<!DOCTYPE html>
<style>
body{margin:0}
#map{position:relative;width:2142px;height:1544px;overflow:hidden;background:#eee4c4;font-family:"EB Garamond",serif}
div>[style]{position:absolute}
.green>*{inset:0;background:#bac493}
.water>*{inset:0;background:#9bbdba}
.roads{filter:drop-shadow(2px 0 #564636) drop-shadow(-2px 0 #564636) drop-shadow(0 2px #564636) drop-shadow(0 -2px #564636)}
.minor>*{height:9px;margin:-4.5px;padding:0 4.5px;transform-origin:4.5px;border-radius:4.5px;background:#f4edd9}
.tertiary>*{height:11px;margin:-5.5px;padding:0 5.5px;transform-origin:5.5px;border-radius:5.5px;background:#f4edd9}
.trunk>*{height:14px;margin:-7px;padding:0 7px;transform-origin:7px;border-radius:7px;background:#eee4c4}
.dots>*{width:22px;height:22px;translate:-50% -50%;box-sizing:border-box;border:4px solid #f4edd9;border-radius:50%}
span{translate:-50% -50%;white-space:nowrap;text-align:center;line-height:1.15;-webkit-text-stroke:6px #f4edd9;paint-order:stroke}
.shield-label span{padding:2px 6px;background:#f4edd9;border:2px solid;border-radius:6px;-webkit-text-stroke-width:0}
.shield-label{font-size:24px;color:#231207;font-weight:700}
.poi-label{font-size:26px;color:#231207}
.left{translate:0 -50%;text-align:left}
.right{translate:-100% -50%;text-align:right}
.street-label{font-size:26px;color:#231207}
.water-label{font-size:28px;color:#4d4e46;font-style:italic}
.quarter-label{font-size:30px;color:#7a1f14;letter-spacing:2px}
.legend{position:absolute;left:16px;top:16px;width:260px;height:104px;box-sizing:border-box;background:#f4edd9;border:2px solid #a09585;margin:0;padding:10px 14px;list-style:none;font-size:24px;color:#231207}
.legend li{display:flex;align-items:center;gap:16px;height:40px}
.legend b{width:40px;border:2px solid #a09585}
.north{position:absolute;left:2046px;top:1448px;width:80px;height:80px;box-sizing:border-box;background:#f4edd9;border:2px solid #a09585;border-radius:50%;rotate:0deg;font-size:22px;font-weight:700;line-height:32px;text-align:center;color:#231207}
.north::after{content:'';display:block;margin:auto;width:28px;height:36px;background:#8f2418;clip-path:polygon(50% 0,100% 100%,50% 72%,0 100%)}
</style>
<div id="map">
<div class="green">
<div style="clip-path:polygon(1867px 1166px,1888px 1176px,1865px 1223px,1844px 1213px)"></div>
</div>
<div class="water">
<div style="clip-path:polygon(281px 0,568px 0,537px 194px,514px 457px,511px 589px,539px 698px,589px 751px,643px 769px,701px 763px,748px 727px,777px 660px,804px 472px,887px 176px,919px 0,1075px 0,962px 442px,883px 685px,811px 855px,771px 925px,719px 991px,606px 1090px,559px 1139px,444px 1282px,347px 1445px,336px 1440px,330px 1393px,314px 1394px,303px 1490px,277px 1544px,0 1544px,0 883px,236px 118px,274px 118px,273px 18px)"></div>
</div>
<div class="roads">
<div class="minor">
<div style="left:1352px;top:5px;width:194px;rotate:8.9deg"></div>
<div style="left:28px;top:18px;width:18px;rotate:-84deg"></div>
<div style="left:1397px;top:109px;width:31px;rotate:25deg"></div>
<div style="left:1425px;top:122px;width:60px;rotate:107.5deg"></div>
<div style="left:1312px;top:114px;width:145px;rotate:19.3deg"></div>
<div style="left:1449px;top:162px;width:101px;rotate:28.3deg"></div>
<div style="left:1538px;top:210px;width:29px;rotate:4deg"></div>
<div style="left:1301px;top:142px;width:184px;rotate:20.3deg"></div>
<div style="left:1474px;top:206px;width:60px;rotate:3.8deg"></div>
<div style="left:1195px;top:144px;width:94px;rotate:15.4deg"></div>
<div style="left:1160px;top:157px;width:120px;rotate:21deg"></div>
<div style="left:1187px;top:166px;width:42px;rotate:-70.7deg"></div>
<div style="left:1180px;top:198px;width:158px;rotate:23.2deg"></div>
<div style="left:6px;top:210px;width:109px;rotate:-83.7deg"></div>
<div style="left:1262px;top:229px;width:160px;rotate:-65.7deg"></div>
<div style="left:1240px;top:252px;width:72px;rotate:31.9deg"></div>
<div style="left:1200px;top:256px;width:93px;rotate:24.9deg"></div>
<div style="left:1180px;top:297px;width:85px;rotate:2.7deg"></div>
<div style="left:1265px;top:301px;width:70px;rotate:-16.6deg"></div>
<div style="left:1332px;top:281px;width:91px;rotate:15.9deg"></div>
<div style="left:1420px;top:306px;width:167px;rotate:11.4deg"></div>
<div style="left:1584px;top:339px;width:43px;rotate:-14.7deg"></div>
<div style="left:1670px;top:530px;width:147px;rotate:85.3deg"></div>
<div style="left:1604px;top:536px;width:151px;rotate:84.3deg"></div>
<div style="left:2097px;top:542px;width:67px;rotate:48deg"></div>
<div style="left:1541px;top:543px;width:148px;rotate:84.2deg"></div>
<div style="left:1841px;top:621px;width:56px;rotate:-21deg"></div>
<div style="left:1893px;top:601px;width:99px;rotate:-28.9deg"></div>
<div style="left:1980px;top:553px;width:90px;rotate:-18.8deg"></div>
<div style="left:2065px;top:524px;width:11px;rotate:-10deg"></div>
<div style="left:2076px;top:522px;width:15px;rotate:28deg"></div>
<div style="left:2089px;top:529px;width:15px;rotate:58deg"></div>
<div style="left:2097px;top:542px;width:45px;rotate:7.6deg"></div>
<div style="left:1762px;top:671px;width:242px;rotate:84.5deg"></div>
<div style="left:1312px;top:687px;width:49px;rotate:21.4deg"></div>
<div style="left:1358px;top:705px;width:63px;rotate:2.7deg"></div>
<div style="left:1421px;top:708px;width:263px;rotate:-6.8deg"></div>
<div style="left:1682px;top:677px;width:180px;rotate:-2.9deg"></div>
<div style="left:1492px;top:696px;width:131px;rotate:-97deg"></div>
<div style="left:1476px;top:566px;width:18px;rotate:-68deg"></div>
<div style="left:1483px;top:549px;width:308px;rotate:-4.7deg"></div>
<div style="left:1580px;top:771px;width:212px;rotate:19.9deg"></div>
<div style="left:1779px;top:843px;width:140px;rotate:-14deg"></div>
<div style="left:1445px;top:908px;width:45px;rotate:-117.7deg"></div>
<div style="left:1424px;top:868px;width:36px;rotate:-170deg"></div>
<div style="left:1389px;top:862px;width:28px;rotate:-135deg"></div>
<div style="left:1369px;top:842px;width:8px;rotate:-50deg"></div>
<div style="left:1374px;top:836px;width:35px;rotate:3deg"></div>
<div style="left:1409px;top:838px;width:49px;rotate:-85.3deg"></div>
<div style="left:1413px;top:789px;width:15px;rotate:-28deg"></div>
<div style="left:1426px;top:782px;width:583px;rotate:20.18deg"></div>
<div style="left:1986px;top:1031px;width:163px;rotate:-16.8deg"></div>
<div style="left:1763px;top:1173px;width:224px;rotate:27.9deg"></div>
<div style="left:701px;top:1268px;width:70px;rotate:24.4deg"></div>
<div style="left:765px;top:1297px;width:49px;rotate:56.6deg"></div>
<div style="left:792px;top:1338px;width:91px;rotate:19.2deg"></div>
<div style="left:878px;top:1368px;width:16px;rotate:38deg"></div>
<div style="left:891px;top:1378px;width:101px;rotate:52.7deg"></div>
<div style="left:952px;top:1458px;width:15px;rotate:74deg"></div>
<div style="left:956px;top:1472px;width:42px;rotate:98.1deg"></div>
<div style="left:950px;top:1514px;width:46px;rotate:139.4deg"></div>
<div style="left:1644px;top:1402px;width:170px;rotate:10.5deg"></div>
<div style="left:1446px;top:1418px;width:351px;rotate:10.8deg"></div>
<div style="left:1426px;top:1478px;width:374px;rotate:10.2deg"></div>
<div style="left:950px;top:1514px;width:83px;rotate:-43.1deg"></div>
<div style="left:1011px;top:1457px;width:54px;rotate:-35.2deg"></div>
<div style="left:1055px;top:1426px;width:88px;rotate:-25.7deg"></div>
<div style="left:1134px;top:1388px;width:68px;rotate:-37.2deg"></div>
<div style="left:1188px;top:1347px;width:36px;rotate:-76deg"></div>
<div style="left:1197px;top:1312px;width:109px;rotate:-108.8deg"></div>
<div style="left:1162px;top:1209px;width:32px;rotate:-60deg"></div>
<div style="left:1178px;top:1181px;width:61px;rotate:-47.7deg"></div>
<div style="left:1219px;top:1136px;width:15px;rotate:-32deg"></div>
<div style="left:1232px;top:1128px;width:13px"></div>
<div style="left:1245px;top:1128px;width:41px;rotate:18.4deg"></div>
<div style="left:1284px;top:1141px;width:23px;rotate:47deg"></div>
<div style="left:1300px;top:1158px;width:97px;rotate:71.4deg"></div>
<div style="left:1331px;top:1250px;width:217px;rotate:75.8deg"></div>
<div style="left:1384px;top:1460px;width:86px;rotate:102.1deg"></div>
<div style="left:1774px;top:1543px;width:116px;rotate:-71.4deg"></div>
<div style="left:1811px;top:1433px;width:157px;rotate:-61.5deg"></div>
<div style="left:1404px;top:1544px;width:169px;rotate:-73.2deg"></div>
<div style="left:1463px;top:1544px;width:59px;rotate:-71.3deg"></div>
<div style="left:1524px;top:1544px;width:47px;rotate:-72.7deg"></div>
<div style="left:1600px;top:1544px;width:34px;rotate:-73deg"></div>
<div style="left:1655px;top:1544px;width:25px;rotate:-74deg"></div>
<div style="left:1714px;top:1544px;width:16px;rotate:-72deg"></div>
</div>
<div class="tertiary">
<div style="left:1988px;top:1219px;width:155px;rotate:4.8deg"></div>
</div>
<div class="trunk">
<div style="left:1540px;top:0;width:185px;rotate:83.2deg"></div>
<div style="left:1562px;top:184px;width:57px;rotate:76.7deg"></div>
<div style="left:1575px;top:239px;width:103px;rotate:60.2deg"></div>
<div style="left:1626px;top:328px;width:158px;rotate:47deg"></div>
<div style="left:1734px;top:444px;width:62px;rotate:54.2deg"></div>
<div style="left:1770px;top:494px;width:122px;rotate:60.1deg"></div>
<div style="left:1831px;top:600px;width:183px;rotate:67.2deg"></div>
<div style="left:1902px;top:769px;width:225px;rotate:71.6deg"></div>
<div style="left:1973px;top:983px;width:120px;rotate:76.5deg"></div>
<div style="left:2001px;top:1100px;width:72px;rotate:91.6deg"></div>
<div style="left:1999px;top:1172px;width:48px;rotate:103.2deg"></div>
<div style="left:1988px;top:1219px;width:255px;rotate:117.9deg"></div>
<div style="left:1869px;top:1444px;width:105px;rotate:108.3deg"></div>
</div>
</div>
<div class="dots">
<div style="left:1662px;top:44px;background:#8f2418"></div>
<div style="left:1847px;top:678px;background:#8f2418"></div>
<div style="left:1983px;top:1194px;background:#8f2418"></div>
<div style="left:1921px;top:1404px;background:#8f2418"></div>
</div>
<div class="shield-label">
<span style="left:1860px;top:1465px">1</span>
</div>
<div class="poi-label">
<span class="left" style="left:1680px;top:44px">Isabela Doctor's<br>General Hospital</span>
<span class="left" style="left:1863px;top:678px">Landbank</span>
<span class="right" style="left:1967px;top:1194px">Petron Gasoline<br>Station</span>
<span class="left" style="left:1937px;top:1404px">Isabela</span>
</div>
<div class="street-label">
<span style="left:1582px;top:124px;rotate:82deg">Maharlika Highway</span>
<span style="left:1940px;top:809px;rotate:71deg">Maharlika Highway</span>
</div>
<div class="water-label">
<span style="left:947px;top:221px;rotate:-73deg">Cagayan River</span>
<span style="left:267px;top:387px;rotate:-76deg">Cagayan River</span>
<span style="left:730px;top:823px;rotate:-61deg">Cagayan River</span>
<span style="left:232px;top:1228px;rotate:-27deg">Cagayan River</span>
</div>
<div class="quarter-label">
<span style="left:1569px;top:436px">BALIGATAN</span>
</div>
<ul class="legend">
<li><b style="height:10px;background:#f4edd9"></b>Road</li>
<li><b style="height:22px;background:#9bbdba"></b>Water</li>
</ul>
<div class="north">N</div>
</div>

Exercise instructions => Which lines in the listing above hold the word "roads"? Show each of them.

Result for this task =>
.roads{filter:drop-shadow(2px 0 #564636) drop-shadow(-2px 0 #564636) drop-shadow(0 2px #564636) drop-shadow(0 -2px #564636)}
<div class="roads">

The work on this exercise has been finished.